• [Work to complete] Tally the lines below that hold the string "Washing", and give only the tally.

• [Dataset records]
----

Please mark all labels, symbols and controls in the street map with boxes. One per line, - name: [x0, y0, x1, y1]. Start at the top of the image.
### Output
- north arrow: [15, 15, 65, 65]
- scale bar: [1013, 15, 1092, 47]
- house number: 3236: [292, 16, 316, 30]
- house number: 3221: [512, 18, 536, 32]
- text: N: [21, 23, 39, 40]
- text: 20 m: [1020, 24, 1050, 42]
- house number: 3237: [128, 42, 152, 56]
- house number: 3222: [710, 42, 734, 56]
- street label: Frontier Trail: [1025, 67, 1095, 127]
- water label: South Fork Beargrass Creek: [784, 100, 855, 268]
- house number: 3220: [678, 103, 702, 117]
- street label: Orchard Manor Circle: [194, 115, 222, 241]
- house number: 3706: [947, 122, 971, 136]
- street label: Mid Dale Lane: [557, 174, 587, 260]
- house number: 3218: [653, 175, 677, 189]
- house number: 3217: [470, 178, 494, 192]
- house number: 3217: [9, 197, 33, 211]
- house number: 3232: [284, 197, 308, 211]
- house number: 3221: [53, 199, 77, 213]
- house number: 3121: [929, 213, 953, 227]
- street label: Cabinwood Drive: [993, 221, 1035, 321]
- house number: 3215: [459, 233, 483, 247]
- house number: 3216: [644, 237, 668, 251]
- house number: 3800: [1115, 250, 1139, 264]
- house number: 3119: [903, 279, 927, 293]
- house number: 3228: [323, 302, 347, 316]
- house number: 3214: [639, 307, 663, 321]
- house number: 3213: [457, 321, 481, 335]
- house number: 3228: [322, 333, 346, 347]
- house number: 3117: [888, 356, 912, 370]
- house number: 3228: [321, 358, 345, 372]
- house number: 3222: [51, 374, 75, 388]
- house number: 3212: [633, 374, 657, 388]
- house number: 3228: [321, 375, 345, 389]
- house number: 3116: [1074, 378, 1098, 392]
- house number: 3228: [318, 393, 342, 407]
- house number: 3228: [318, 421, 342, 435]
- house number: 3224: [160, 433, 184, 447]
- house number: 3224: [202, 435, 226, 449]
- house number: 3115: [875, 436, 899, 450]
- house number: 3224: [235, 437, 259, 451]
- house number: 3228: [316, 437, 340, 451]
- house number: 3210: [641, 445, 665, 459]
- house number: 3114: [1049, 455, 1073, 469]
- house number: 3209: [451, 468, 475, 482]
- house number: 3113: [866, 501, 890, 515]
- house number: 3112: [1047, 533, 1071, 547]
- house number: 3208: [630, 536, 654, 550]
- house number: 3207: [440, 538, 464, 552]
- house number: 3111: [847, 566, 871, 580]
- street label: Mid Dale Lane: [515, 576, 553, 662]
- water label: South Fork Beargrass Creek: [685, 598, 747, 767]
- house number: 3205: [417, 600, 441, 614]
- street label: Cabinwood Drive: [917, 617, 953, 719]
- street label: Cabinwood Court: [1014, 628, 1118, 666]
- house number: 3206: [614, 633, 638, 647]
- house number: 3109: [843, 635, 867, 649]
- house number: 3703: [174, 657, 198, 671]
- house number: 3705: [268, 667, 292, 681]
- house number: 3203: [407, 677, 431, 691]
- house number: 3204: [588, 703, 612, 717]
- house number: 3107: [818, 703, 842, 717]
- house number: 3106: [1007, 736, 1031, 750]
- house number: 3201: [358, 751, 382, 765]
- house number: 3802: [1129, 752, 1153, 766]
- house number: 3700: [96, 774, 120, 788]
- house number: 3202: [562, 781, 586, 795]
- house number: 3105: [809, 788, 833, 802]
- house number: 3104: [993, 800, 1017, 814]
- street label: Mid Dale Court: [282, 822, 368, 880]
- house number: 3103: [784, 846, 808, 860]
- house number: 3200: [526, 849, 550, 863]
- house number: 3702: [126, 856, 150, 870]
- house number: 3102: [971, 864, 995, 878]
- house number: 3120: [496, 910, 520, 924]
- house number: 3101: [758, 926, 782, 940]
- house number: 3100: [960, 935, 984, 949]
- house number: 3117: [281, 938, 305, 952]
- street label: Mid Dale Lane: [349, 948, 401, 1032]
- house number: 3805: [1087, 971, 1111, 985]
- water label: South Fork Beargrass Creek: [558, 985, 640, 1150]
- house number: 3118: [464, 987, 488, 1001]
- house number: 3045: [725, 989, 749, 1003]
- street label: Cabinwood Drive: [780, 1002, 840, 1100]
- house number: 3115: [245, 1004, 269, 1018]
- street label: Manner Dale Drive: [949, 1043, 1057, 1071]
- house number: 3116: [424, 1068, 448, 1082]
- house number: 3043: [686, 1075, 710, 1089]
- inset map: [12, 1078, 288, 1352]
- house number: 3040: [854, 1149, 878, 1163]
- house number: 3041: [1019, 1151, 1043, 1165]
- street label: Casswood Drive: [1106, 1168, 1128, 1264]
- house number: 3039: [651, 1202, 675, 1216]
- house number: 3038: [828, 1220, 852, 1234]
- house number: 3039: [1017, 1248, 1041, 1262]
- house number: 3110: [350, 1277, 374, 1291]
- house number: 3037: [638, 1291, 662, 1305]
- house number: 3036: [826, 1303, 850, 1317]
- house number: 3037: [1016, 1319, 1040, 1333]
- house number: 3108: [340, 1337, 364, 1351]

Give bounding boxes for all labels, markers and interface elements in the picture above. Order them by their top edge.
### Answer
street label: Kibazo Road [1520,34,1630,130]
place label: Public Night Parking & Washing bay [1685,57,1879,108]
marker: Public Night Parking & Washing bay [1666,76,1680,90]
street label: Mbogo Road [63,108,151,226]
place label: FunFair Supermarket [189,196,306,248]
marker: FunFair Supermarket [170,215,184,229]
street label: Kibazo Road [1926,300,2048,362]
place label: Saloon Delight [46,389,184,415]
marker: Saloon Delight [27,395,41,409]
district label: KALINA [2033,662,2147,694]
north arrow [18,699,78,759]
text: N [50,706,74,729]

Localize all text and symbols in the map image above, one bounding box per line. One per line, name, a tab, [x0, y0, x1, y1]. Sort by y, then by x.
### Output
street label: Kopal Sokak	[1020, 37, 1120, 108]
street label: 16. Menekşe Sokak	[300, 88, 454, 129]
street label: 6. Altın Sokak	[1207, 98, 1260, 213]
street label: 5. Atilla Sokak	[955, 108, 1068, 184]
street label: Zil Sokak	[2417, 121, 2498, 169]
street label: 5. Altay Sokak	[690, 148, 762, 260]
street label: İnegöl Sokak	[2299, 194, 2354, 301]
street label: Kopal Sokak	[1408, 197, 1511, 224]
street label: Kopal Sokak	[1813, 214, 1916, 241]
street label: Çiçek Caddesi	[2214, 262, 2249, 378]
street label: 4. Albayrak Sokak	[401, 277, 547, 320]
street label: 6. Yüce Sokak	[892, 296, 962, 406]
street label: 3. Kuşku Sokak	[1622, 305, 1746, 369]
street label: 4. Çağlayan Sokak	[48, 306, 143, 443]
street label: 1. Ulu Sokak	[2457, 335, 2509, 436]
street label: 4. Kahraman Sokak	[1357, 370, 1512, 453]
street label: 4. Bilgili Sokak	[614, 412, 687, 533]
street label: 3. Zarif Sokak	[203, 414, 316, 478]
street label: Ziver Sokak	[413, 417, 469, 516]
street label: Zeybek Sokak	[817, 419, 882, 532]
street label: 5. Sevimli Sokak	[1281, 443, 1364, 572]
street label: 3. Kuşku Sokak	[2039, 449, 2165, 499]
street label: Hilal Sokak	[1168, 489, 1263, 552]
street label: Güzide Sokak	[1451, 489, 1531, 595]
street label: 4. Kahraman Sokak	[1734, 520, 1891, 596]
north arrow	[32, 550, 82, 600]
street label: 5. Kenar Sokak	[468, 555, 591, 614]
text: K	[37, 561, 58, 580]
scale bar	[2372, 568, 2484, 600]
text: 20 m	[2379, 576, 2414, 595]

----

• [Solved problem] 2